After a period of control by the Mongol Empire and the also Mongol led Yuan dynasty, Tibet effectively became independent in the 14th century and was ruled by a succession of noble houses for the next 300 years. In the 16th century, the Dalai Lama title was created by Altan Khan, and as requested by the family of Altan Khan, seal of authority was granted to the Dalai Lama by the Wanli Emperor. In the 17th century, the senior lama of the Gelug school, the Dalai Lama, became the head of state with the aid of the Khoshut Khanate. Seal of authority and golden sheets were granted by the Shunzhi Emperor to both the Dalai Lama and the founder Güshi Khan of Khoshut Khanate in 1653. In 1717, the Dzungar Khanate invaded Lhasa, killed Lha-bzang Khan of the Khoshut Khanate, which effectively destroyed the Khoshut Khanate. The Qing dynasty then sent military troops in the same year to fight the Dzungars, but failed.
In 1720, the Manchu led Qing dynasty sent troops for the second time and drove away the Dzungar army. An imperial edit for Imperial Stele Inscriptions of the Pacification of Tibet was written, and the term Xizang was officially used to designate the region.

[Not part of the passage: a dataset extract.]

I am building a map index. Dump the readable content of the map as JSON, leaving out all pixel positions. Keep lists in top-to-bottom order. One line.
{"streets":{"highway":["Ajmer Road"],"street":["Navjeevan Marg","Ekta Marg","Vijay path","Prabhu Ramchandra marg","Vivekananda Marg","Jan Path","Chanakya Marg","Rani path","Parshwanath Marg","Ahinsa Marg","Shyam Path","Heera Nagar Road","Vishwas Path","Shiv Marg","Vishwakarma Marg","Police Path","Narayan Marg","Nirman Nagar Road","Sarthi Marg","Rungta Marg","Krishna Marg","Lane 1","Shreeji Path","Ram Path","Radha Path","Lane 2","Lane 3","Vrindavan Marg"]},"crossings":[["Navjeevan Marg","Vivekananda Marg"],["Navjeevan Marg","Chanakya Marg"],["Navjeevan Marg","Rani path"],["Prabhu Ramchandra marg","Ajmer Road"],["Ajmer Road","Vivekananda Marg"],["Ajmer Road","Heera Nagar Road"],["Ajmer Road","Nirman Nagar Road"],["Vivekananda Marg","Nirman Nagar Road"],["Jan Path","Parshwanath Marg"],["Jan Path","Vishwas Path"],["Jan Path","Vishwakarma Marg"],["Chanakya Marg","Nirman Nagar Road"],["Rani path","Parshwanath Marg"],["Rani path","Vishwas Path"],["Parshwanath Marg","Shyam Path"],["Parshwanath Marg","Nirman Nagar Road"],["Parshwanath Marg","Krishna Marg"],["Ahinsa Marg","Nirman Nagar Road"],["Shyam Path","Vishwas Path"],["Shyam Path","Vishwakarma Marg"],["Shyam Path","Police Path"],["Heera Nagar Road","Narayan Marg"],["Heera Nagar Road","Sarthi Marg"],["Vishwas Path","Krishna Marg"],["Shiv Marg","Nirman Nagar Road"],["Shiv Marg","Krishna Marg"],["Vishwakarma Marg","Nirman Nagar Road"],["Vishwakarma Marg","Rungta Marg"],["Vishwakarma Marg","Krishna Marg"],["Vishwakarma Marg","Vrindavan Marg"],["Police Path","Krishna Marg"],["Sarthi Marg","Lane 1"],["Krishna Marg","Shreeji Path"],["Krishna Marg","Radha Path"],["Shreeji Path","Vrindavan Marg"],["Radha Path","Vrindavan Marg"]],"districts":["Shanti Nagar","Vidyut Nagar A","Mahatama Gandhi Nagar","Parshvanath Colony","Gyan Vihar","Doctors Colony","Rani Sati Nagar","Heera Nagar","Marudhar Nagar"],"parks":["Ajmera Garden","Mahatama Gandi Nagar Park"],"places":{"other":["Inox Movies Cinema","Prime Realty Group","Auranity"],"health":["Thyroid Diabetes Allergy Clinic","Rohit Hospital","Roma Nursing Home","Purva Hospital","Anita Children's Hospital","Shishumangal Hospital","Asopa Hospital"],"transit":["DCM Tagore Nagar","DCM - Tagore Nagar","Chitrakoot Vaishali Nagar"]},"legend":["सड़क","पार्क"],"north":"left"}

After the Thirteen Articles for the Settlement of Qinghai Affairs were proposed to Emperor Yongzheng, the borders between Tibet, Qinghai, Sichuan and Yunnan were demarcated. In 1959, the 14th Dalai Lama went into exile in India in response to hostilities with the People's Republic of China. The PRC annexation in 1951 and flight of the Dalai Lama created several waves of Tibetan refugees and led to the creation of Tibetan diasporas in India, the United States, and Europe.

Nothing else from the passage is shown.